A buddy of mine recently picked up one of those table hockey games (where you slide the players back & forth and twist the handles to spin them to hit the puck) dirt cheap and is rebuilding the thing almost from scratch. He has gutted the thing and is only planning on using the most basic componants and replacing/upgrading everything else. Now he has hit a bit of a snag. Neither he, nor I, are terribly good with electronics and while the game had a scoreboard built in that he is going to use, he wants to add a countdown clock and is not sure what he needs or how he needs to put it together. Here is what he is looking for:
I need a clock for the score board, that simply put will start at a pre-determined time say 5 min. then count down to 0.
when the clock hits 0 it needs to turn on a light and keep it lit, the reset to 5min, count down to 0 again
light a second light, then count down one final time to 0, signal a sound and a light and stop.
then have the ability to reset and start the whole process over again.
would like the ability to choose how long each period is, if at all possible.... as 5 might be to long.
recap:
Start button
count down from 5 *signal light*
count down from 5 *signal light*
count down from 5 *signal light AND horn/sound*
Reset
I also require a simple chip for the goal lights that will place a delay on a led light where when signaled it will light up for about 3 seconds and then turn off.
Any tips, tricks, advice, diagrams, ect... would be greatly appreciated.
Microcontroller, possibly with a separate real-time clock module to handle the timing... Driving a timer display either directly or through an LED driver.
Or you could do it the old-fashioned way: use a 555 timer chip to generate a 1Hz waveform, use it to feed decade counters and/or BCD counters paired with 7-segment LCD drivers... Throw in some one-shots to handle the signal lights and sounds...
---GEC (三面図流の初段)
There are no rats.
The skulls eat them.
It doesn't sound particularly difficult (using one or more microcontrollers). But I am unavailable for new projects for the next three weeks. If the matter is still open by then, you may want to contact/PM me.
Sparky wrote:There is one time missing from the list, how long to keep the Light on, before starting the new 5 min count down.
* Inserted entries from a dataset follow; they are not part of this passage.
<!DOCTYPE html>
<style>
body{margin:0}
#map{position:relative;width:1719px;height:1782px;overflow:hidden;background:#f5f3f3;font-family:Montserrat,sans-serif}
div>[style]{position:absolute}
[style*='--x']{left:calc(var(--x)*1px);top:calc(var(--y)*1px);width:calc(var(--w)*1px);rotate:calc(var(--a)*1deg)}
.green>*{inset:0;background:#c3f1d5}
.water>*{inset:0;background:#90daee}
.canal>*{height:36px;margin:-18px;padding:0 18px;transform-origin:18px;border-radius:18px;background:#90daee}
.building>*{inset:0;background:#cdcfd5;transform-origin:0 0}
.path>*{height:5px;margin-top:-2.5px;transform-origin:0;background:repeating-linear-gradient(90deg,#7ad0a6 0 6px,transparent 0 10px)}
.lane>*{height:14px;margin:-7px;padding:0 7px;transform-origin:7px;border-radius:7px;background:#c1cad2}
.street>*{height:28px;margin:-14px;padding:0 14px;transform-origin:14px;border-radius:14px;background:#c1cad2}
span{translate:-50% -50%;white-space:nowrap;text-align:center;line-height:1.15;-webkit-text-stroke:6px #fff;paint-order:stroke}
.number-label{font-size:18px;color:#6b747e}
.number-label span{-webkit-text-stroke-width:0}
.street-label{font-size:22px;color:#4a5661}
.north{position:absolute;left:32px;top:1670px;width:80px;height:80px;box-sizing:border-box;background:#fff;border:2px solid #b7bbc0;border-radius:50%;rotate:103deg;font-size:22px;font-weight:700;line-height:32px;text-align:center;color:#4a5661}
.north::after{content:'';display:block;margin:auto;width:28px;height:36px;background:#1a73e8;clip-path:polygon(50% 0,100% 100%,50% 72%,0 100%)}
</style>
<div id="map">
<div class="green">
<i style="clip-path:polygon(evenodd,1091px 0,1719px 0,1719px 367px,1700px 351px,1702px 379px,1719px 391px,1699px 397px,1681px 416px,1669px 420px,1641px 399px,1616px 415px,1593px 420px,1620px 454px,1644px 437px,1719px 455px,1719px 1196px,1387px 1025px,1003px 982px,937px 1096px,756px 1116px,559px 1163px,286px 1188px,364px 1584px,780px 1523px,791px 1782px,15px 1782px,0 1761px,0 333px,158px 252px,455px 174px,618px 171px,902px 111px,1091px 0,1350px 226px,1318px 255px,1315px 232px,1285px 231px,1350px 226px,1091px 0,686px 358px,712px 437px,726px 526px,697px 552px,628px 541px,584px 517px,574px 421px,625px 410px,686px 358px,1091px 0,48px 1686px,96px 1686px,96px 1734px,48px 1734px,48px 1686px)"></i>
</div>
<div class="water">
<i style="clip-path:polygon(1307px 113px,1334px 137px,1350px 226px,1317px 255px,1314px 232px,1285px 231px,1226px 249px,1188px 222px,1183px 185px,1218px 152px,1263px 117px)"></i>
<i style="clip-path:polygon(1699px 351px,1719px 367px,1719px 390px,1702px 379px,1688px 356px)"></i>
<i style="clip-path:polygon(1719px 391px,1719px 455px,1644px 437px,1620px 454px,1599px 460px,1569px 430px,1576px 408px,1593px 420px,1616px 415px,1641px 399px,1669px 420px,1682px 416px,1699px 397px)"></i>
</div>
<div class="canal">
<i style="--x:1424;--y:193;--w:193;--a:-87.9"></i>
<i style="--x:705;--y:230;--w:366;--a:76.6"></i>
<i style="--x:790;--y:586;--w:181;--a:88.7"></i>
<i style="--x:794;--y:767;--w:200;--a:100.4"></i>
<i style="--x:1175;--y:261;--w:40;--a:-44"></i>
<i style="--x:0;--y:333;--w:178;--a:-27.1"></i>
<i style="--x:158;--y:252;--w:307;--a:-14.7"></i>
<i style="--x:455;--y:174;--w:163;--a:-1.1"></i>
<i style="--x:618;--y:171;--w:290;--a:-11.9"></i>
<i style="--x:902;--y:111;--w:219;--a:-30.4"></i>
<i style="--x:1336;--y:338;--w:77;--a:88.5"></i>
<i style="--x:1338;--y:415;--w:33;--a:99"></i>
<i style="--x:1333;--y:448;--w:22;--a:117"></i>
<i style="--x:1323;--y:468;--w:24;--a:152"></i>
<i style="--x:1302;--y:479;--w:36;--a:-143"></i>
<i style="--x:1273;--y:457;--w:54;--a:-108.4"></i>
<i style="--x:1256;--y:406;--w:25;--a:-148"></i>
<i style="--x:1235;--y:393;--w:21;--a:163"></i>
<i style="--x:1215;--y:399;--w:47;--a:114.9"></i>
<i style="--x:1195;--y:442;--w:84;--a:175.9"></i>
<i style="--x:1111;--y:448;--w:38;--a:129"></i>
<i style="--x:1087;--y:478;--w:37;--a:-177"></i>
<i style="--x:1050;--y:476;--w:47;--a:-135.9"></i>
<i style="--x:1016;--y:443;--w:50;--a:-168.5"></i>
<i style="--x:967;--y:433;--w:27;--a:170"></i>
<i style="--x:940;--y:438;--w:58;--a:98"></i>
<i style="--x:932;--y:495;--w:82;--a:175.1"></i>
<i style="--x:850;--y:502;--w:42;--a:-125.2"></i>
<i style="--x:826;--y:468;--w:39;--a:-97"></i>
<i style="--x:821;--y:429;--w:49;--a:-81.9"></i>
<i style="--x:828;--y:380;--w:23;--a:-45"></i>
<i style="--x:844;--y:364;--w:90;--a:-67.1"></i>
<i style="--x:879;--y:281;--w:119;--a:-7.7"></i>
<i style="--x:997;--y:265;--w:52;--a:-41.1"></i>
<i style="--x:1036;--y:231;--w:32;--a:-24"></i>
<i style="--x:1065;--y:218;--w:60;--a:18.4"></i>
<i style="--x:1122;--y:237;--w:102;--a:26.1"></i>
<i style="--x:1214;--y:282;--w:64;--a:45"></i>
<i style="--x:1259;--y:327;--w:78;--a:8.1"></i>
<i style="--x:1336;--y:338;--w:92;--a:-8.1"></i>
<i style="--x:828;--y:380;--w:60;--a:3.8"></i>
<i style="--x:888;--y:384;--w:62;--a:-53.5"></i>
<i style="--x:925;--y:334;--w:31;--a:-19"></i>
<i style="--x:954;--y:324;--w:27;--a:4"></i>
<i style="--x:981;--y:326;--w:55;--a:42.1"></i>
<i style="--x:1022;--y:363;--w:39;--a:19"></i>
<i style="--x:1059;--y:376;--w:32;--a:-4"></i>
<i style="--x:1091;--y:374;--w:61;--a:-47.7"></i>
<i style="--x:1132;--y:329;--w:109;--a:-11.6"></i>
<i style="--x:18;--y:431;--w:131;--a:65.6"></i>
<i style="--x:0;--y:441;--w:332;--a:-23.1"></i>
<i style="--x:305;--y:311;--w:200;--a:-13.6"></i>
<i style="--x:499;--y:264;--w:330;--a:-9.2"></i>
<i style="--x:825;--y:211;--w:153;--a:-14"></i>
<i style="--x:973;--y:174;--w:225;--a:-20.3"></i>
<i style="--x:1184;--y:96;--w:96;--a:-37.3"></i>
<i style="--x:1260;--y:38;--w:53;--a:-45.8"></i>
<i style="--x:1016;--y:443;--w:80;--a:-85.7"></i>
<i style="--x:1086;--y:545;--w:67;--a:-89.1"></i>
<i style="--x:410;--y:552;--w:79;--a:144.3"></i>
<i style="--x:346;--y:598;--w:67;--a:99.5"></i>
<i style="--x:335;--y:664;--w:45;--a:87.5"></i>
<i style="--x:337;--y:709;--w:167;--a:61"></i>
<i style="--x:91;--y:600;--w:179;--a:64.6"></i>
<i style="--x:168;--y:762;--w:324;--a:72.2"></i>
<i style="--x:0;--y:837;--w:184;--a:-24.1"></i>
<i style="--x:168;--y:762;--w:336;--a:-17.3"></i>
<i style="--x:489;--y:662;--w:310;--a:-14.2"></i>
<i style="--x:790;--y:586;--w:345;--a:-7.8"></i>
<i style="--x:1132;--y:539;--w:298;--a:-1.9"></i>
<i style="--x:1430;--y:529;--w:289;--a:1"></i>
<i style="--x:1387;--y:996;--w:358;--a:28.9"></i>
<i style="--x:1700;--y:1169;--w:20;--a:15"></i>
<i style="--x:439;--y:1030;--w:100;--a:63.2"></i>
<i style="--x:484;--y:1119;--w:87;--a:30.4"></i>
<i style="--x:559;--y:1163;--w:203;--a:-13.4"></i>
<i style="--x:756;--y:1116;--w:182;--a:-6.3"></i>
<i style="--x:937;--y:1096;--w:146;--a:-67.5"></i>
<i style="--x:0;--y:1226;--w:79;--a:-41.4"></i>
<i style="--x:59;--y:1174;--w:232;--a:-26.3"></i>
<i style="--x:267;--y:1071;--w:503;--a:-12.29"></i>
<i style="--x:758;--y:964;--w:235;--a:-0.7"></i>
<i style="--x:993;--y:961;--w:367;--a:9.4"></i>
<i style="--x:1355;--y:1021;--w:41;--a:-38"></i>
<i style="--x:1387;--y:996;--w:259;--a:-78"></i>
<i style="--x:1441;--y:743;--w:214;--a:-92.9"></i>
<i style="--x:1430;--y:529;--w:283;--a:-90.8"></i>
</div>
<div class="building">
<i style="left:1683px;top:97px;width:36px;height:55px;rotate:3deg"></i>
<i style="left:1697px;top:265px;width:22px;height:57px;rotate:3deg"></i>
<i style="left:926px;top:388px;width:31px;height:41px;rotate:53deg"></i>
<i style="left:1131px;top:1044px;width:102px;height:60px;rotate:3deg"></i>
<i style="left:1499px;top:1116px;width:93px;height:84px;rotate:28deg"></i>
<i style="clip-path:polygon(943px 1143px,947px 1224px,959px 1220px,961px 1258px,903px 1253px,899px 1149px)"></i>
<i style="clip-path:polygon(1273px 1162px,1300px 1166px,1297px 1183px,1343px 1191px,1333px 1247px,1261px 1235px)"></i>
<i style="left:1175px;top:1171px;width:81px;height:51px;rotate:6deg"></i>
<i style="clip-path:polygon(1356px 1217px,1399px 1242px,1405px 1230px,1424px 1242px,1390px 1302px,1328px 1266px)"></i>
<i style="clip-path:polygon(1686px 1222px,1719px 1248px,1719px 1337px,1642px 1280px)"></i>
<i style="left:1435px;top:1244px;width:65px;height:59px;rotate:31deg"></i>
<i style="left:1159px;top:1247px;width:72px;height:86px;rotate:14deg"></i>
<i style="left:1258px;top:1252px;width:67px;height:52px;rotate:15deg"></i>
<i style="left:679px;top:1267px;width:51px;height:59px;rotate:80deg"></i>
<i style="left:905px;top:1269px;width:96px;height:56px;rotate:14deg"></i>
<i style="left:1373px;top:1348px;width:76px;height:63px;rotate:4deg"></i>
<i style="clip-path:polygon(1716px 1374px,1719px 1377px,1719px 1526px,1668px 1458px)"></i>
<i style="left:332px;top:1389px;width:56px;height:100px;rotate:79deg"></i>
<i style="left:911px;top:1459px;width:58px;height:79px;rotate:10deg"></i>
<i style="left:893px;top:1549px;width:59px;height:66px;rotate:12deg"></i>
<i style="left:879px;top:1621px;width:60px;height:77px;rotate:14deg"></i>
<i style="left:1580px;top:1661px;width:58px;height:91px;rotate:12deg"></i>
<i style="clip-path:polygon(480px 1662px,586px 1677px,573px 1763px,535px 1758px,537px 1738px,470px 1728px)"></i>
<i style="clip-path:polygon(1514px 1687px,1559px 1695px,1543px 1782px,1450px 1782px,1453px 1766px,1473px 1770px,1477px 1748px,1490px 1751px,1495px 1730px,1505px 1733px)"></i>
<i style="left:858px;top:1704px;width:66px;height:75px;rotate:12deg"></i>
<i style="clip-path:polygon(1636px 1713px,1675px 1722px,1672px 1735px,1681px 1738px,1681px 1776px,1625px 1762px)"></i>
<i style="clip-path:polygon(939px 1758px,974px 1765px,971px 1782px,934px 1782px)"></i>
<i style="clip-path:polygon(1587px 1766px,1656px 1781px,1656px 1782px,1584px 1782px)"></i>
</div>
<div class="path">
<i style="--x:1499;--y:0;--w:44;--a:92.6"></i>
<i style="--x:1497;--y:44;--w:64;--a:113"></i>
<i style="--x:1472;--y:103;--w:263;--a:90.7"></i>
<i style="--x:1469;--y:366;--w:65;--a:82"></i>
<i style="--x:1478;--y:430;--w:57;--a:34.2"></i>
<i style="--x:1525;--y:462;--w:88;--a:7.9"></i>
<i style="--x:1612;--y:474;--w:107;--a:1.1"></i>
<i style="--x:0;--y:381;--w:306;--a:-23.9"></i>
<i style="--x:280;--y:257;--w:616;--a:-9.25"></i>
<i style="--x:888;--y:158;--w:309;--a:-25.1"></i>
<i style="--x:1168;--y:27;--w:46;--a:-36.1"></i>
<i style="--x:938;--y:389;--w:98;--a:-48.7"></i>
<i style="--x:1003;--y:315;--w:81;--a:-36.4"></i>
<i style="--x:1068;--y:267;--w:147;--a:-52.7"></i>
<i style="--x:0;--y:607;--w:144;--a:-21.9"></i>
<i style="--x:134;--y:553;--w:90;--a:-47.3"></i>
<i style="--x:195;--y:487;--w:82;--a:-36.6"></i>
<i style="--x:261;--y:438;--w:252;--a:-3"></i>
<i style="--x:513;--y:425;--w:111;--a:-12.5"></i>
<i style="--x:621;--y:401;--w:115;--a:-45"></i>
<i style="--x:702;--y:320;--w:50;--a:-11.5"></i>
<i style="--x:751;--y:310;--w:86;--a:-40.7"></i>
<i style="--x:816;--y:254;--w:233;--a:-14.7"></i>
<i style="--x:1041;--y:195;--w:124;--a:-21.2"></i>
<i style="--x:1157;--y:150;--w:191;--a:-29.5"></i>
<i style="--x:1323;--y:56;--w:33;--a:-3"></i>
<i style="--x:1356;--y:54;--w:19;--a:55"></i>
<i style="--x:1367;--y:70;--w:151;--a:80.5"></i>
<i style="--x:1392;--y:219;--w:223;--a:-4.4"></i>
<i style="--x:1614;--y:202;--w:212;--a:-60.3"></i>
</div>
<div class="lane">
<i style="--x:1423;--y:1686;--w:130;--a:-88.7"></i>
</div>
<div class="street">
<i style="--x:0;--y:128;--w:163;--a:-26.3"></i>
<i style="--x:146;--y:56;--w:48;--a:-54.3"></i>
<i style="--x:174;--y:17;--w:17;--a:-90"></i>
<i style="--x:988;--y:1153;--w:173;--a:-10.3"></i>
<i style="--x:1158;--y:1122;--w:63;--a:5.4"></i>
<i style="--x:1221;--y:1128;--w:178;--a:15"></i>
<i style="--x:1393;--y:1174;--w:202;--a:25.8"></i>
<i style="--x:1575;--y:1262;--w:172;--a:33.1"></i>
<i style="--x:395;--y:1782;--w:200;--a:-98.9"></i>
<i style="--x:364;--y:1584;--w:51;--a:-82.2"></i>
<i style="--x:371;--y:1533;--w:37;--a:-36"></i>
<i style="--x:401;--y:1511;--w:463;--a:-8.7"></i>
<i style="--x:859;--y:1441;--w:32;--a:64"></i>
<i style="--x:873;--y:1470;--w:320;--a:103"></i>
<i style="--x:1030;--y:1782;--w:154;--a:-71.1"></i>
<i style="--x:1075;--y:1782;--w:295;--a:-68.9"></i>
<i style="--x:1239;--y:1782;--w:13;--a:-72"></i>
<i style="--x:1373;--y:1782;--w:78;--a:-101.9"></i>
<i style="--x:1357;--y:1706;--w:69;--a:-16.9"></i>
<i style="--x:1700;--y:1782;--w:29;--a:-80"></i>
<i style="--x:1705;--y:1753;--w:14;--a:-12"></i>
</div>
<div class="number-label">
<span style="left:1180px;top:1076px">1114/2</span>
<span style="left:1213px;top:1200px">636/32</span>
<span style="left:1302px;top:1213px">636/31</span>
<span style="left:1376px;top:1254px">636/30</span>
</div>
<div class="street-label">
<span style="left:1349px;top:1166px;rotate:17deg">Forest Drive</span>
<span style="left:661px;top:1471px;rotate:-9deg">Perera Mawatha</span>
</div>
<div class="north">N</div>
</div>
Or do they want the light on time to be included in the first x units of time during the next 5 minute count down.
The idea is that each light would stay on until the whole thing reset. So the timer starts at five minutes gets to zero and the first light goes on and stays on. The clock counts down again to zero and the second light goes on and stays on (so two lights are now on). Then the clock counts down one final time and when it hits zero the last light goes on and an audio chip is triggered to make an airhorn-esque sound.
I'm not sure if he wants the lights to just stay on until he manually resets the system or if they would just all stay on for something like thirty seconds and then auto-reset.
Another quick question, power for the unit will be AC or batteries? Does he want the signal lights to be light bulbs (AC night light size or the chandelier size bulbs) or LEDs.
Sparky wrote:Another quick question, power for the unit will be AC or batteries? Does he want the signal lights to be light bulbs (AC night light size or the chandelier size bulbs) or LEDs.
He is intending to use LEDs and likes the idea of batteries to make it nice and clean and able to move around wherever without looking for a plug.
That's great it can be done pretty easily in a microcontroller or with a 4541 clocking a 4017. I'll have to think about how to stall the 4017 after the final light is reached. And a way to turn on the horn circuit (the on signal from the 4017 would leave a horn going for good).
The mircorcontroller would be minimal chips and handle the goal lighting as well.
If you want to get nuts and do it in CMOS, you'd be using binary 7 segment displays and you can employ the the 4078 8 input NOR gate chip inhibit the count at zero. You'll have to get the CMOS Cookbook and figure it out for yourself. The 4078 has a pin that goes high only when all 8 inputs go low which only happens at binary zero. You'd employ some binary counters for the 7 segment displays and a counter like the 555 to drive the whole thing. I did a countdown two digit clock in CMOS for a M41a pulse rifle. It was challenging for me. It started at 99, counted down with the trigger and stopped at zero until you took out the clip and slapped it back up to reset at 99.
It'd be so much easier to get a Parallax BS2 and the programming booklet and the little board that loads the program in the chip. That'll be a challenge too, but a more manageable one. Don't do CMOS unless you're a glutton for punishment, you could succeed but you'd prolly fail a few times first.